First and second derivative of a line parametrization are linearly dependent

Question

I got a homework problem in my differential geometry class with which I'm stuck:

Prove: A map

$X: \mathbb{R} \supseteq I \ \rightarrow \mathbb{R}^n, t \rightarrow X(t)$, with $X' \ne 0$

parametrises a line or a line segment if $X'(t)$ and $X''(t)$ are linearly dependent.

• At first I solved it for two dimensions, then an Ansatz can be made for the straight line:

$y(t) = kx(t) + d$, $y'(t) = kx'(t)$ and $y''(t) = kx''(t)$.

And if $X'= (x'(t),y'(t))^T$ and $y''= (x''(t),y''(t))^T$ are linearly dependent, then the determinant of the matrix

\begin{bmatrix} x'&x'' \\ y'&y'' \end{bmatrix}

must equal zero, which implies $x'y'' - x''y' = 0$ or $ \frac{x'}{x''}=\frac{y'}{y''}$. Then I just insert the $x' and x''$ from my Ansatz and see that it fits.

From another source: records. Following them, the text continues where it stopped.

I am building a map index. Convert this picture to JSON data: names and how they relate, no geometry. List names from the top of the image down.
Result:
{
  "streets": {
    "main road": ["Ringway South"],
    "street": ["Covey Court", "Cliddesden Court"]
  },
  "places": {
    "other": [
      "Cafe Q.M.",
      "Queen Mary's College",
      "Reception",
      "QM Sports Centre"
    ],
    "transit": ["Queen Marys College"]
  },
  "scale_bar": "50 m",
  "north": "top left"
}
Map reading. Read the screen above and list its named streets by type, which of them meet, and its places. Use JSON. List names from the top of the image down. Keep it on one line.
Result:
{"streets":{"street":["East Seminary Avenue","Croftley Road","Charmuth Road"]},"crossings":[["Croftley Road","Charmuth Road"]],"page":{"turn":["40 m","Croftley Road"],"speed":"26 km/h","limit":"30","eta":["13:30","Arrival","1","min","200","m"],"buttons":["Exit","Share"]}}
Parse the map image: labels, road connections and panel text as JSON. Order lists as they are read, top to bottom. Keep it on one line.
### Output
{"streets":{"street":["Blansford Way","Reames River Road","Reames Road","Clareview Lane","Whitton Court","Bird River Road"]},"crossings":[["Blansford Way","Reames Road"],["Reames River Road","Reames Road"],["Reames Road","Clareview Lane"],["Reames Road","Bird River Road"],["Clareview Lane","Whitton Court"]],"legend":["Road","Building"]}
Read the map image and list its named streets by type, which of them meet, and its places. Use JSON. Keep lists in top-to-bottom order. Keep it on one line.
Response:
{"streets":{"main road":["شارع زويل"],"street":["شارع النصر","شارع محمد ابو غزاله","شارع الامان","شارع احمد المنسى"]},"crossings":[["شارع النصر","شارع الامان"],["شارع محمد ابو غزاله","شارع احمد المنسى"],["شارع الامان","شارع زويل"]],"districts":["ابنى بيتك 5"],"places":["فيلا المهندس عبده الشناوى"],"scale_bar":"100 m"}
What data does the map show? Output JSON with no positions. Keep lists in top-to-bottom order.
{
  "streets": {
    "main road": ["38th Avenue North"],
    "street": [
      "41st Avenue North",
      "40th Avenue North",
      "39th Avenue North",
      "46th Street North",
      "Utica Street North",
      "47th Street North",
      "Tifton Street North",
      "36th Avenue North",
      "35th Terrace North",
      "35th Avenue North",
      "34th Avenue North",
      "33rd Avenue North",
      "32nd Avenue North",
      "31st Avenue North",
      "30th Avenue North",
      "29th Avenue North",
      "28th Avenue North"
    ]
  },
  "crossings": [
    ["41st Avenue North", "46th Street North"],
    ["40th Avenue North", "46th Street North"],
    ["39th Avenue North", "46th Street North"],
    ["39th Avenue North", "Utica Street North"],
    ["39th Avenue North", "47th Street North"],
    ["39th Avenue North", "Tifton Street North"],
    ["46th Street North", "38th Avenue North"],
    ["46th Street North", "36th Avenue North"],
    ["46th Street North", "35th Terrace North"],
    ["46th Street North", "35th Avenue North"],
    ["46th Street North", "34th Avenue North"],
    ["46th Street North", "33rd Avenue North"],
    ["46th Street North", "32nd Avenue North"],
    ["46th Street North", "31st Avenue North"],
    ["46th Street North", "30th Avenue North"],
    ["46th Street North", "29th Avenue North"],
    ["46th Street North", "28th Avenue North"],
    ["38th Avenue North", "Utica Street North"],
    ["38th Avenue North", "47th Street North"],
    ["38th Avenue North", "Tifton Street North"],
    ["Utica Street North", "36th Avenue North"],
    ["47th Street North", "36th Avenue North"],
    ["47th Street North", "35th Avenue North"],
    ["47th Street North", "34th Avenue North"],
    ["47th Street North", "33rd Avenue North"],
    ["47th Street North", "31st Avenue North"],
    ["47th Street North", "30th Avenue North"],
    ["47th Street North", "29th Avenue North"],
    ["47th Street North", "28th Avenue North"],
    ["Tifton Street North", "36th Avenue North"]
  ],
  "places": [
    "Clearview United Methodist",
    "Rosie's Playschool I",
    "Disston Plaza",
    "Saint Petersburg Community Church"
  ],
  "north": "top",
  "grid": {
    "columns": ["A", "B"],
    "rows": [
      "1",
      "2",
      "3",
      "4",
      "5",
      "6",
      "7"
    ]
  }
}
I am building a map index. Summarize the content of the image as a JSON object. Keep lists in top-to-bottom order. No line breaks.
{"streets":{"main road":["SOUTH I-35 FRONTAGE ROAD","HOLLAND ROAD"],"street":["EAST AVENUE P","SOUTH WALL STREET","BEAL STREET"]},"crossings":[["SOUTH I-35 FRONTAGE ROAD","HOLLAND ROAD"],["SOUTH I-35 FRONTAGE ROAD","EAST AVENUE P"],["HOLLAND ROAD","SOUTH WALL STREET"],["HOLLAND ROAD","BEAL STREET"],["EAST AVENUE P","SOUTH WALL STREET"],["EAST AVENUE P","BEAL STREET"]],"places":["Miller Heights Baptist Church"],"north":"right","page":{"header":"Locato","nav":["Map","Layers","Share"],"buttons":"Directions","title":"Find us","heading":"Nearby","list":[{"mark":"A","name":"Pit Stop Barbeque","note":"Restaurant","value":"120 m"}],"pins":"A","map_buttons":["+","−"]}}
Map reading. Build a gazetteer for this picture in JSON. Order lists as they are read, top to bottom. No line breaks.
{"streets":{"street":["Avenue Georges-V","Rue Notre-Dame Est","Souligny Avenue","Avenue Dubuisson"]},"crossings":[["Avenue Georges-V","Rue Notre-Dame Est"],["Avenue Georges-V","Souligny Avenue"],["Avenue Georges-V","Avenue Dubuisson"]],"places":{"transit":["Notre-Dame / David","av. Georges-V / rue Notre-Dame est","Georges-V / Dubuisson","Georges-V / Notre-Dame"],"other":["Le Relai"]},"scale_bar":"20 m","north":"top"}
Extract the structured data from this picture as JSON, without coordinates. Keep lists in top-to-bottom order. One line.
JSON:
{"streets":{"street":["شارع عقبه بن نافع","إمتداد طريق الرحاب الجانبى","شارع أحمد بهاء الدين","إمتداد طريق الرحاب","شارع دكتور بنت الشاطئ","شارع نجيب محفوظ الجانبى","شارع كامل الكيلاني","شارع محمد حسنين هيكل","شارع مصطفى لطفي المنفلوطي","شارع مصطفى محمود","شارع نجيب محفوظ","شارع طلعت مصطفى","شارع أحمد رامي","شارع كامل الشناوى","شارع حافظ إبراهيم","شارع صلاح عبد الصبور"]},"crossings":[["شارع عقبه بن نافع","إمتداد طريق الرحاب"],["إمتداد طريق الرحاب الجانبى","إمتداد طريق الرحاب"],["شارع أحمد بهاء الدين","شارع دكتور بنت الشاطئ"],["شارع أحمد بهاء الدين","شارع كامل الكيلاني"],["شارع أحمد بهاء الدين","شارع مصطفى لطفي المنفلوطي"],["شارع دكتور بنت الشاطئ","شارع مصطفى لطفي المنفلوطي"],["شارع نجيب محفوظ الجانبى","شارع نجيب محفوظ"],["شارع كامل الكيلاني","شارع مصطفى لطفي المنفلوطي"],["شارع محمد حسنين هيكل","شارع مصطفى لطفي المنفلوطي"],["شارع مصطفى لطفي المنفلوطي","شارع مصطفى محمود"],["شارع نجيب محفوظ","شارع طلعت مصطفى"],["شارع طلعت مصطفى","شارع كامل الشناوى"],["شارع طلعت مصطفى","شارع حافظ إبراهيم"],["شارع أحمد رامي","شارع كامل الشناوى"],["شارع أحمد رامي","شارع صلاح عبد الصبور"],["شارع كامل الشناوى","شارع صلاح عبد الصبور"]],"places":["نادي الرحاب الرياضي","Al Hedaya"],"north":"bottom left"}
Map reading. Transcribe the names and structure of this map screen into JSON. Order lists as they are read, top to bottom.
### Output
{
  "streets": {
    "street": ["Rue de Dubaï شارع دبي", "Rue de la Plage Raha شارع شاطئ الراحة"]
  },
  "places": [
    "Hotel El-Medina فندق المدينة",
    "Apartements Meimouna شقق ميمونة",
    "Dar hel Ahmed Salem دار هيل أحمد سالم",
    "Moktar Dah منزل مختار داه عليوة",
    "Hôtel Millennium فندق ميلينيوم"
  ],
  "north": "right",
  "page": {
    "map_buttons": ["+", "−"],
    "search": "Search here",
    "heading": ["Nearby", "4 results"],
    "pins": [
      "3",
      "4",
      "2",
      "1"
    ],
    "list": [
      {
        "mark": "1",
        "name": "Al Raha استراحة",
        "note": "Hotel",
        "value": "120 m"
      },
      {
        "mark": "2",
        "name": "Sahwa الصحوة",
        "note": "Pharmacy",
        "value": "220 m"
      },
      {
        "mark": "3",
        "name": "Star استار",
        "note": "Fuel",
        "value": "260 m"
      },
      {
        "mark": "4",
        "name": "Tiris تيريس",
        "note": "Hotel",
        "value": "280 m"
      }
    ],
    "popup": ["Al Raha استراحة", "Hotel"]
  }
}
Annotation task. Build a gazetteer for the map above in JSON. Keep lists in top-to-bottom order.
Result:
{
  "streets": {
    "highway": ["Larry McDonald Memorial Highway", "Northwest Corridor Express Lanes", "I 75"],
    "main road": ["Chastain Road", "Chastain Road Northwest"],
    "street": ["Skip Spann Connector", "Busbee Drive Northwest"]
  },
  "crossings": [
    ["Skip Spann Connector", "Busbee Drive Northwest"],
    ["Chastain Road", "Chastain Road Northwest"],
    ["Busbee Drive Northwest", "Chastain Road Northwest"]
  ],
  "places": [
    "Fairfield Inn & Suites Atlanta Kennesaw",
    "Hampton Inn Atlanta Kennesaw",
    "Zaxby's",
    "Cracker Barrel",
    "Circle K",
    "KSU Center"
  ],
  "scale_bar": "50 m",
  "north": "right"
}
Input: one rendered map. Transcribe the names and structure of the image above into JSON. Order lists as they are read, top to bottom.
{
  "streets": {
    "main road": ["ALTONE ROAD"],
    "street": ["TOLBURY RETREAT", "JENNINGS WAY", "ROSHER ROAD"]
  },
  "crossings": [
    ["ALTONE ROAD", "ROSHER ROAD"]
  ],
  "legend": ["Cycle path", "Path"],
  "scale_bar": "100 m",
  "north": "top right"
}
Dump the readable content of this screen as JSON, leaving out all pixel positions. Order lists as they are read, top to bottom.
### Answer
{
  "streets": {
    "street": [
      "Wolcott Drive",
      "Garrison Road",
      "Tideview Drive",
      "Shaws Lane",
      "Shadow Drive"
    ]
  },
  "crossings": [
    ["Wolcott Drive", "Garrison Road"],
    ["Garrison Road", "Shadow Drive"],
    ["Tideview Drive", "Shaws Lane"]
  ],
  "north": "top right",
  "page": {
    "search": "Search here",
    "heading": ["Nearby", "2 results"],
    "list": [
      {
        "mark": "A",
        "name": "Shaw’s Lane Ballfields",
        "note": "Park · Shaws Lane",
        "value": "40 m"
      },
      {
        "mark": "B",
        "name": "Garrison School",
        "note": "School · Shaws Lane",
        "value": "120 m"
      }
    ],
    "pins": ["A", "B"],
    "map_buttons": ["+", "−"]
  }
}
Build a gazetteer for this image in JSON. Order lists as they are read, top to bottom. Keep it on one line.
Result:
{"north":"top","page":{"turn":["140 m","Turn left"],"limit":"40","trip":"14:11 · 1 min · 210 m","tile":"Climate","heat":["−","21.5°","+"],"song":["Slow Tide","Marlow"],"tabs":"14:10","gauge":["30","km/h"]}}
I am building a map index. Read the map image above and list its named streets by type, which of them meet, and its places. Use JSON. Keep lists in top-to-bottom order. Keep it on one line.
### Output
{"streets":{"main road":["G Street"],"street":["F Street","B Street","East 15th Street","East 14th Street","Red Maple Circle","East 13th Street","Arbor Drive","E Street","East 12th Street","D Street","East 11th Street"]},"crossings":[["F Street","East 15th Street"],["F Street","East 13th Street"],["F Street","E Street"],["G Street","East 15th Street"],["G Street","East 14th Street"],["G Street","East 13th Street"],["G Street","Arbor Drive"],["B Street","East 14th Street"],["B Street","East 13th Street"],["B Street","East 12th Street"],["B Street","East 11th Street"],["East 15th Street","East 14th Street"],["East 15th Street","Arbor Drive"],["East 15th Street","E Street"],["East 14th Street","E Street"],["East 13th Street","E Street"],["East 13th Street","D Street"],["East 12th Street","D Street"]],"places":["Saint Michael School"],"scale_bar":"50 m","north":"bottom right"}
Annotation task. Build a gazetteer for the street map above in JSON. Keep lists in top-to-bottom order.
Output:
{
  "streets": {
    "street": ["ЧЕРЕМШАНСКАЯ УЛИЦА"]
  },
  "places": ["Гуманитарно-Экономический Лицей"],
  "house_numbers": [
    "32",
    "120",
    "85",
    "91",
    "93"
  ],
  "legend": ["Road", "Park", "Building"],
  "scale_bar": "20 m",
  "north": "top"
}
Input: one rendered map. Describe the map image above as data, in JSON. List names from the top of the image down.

But is that a proove? I'm not sure... (Still it just works in 2 dimensions.)

• Another approach works in three dimensions, then the curvature is given by

$\kappa = \frac{||X' \times X''||}{||X'||^3}$

and if $X', X''$ are linearly dependent, then $X'=a X''$ hold with some constant $a$. So the cross product of two parallel vectors is zero and therefore the curvature is zero which means, $X$ must be a straight line. But does this hold for higher dimensions $n>3$?

So my question is, how do I prove it for n dimensions?

Answer 1

If $X'(t)$ and $X''(t)$ are linearly dependent with $X(t)\ne0$ for all $t$ then there is a function $t\mapsto\lambda (t)$, defined in a neighborhood $U$ of $t=0$, such that $$X''(t)=\lambda(t)X'(t)\qquad(t\in U)\ .$$ If $X(\cdot)\in C^2$ the function $\lambda(t)={X''(t)\cdot X'(t)\over |X'(t)|^2}$ will be automatically continuous.

Let $X'(0)=v_0\ne0$, and consider a fixed vector $e\perp v_0$. The auxiliary scalar function $$\phi(t):=e\cdot X'(t)$$ satisfies $\phi(0)=0$ and $$\phi'(t)=e\cdot X''(t)=\lambda(t)\ e\cdot X'(t)\ ,$$ hence is a solution of the IVP $$\phi'(t)=\lambda(t)\phi(t), \quad\phi(0)=0\ .\tag{1}$$ Since $\phi(t)\equiv0$ is a solution of $(1)$, the general existence and uniqueness theorem for ODEs in fact enforces $\phi(t)\equiv0$, hence $X'(t)\perp e$ for all times. As $e\perp v_0$ was chosen arbitrarily we can conclude that $$X'(t)=g(t) v_0\qquad(t\in U)$$ for a certain function $t\mapsto g(t)>0$. It is then clear that the point $t\mapsto X(t)$ moves on a line with direction $v_0$.

Answer 2

I think I got it:

$X: \mathbb{R} \rightarrow \mathbb{R}^n : t \rightarrow X(t)$ mit $X'(t) \ne 0$ $\forall t$

One has: $X''(t)=a(t) X'(t), a(t) \in \mathbb{R}$ (linearly dependent)

Choose an arbitrary component $x_i$ \begin{align} x_i''(t) &= a(t) x_i'(t) &\\ \frac{x_i''}{x_i'} &= a &| \int dt \\ \int (ln(x_i'))'dt &= \int a dt &| A := \int a dt \\ ln(x_i') + C_{i1} &= A &| e^{(...)} \\ C_{i2} x_i' &= e^{A} &| \int dt \\ C_{i2} x_i + C_{i3} &= \frac{e^{A}}{a} \\ x_i(t) &= \frac{e^{A} - aC_{i3}}{a C_{i2}} \end{align}

This holds for all components $x_1,...,x_n$. Then one has for the curve

\begin{align} X(t) &= \frac{1}{a}u \cdot (e^{A} - a v) &| u = (1/C_{12} ,..., 1/C_{n2})^T \\ &= \frac{1}{a}u e^{A} - uv &| v = (C_{13} ,..., C_{n3})^T \\ &= \frac{1}{a}u e^{A} + w &| w = (-C_{13}/C_{12} ,..., -C_{n3}/C_{n2})^T \\ &= \lambda(t) u + w &| \lambda = \frac{e^{A(t)}}{a(t)} \end{align}

This is the parametrization of a straight line, with $w$ beeing an arbitrary point on the line, $u$ a vector parallel zu the line. $\lambda(t)$ is a paramter, depending on which the curve is run through.

By parametrization to constant speed $X'(t) = T$ ($T_i = k_i =const.$ in all components) the acceleration vector $X''(t) = (T)' = 0$ vanishes. Such a parametrization can be done for any curve, for which the prove was given in the lecture.

I am glad if somebody could confirm or confute my result, thanks.